*Exercise*.
Look through the records that follow and state how many lines hold the word "structured", without adding anything.

*Excerpted data*.
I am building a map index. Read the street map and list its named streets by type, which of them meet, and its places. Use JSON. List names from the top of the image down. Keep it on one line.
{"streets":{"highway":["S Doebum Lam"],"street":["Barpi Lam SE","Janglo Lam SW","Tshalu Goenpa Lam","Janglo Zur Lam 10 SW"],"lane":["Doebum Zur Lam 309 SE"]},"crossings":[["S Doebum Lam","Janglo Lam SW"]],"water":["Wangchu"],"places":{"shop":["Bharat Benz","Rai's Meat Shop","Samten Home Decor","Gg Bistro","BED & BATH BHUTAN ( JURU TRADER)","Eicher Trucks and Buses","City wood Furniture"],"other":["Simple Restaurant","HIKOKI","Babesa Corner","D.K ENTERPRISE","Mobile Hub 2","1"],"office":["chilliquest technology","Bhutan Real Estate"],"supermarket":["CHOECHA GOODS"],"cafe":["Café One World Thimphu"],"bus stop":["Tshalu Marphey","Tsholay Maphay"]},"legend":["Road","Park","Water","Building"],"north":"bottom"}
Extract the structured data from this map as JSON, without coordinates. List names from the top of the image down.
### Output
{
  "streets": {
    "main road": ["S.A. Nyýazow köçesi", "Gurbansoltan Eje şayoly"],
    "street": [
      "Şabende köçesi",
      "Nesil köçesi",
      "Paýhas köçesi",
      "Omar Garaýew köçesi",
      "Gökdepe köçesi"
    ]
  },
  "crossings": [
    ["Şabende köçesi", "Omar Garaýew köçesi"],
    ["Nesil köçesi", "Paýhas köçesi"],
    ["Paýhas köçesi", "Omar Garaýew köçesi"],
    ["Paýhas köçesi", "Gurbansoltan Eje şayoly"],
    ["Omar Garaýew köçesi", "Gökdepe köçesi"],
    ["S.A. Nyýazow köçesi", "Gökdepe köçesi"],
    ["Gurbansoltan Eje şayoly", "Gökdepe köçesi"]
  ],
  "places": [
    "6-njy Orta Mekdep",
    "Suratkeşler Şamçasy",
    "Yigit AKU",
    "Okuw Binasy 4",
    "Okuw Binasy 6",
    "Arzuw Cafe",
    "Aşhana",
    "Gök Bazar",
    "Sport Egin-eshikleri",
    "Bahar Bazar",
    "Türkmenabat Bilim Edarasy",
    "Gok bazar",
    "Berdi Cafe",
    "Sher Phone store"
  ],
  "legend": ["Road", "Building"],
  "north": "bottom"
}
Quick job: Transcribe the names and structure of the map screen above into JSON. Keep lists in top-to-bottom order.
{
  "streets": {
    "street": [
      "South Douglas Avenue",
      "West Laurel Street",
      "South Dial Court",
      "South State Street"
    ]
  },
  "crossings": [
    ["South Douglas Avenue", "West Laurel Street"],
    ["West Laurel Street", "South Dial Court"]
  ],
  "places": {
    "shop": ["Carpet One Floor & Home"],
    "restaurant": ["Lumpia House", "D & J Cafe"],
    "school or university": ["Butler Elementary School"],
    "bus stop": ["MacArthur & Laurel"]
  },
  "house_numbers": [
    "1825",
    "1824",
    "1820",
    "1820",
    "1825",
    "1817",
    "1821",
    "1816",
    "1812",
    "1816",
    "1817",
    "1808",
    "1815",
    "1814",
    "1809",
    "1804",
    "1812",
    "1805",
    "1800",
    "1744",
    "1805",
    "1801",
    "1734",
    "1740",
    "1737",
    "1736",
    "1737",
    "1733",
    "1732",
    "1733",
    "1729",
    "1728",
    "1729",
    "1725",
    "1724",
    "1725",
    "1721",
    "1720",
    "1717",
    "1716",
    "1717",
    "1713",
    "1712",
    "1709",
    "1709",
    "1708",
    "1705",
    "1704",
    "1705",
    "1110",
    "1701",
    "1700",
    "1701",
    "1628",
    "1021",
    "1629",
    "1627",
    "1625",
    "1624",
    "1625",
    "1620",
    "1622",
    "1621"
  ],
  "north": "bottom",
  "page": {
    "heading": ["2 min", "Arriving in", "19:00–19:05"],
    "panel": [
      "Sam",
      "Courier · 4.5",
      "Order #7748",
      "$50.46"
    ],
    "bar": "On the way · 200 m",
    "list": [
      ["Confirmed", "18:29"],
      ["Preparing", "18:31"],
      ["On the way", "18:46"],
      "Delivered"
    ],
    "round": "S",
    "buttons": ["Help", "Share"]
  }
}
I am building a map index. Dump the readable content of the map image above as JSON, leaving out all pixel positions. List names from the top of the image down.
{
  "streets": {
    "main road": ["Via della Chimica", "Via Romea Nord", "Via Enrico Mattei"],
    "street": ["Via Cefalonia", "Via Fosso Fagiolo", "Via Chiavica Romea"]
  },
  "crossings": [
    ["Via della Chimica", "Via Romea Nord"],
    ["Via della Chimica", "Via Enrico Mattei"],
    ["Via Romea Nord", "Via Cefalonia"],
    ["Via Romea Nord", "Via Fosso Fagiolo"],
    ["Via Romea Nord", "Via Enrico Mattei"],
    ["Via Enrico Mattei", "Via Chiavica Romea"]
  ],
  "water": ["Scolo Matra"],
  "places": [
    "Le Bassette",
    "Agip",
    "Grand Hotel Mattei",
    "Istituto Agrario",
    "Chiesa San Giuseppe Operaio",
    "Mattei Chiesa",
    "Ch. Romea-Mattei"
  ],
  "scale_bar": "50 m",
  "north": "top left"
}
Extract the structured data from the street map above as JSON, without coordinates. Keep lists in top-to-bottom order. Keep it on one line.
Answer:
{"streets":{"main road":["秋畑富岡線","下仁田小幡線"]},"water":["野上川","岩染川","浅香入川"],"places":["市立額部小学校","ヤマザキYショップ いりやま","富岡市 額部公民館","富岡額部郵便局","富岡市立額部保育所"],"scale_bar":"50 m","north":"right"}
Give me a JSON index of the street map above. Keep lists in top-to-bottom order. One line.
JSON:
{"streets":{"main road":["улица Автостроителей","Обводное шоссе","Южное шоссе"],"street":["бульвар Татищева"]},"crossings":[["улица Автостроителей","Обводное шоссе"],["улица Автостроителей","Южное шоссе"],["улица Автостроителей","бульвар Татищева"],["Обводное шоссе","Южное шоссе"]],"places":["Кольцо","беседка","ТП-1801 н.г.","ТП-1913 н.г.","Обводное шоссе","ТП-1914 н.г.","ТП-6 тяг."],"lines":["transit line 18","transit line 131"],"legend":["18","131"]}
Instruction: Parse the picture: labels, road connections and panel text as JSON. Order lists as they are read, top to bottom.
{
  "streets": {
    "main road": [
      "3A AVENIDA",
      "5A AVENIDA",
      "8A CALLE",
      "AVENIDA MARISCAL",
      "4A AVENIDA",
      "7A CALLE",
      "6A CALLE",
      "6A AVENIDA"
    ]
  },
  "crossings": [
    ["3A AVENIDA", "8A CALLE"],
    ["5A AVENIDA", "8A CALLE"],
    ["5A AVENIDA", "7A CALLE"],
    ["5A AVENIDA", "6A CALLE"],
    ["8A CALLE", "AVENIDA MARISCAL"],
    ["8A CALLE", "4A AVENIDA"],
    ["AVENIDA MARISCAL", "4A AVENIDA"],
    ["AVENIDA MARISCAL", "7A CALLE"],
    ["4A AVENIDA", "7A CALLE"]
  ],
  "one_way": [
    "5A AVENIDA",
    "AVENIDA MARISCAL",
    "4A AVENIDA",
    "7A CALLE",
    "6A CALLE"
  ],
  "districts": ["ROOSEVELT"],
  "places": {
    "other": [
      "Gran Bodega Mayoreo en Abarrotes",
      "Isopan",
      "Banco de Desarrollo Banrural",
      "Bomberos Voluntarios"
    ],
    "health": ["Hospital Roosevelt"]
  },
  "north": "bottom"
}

*Output*.
2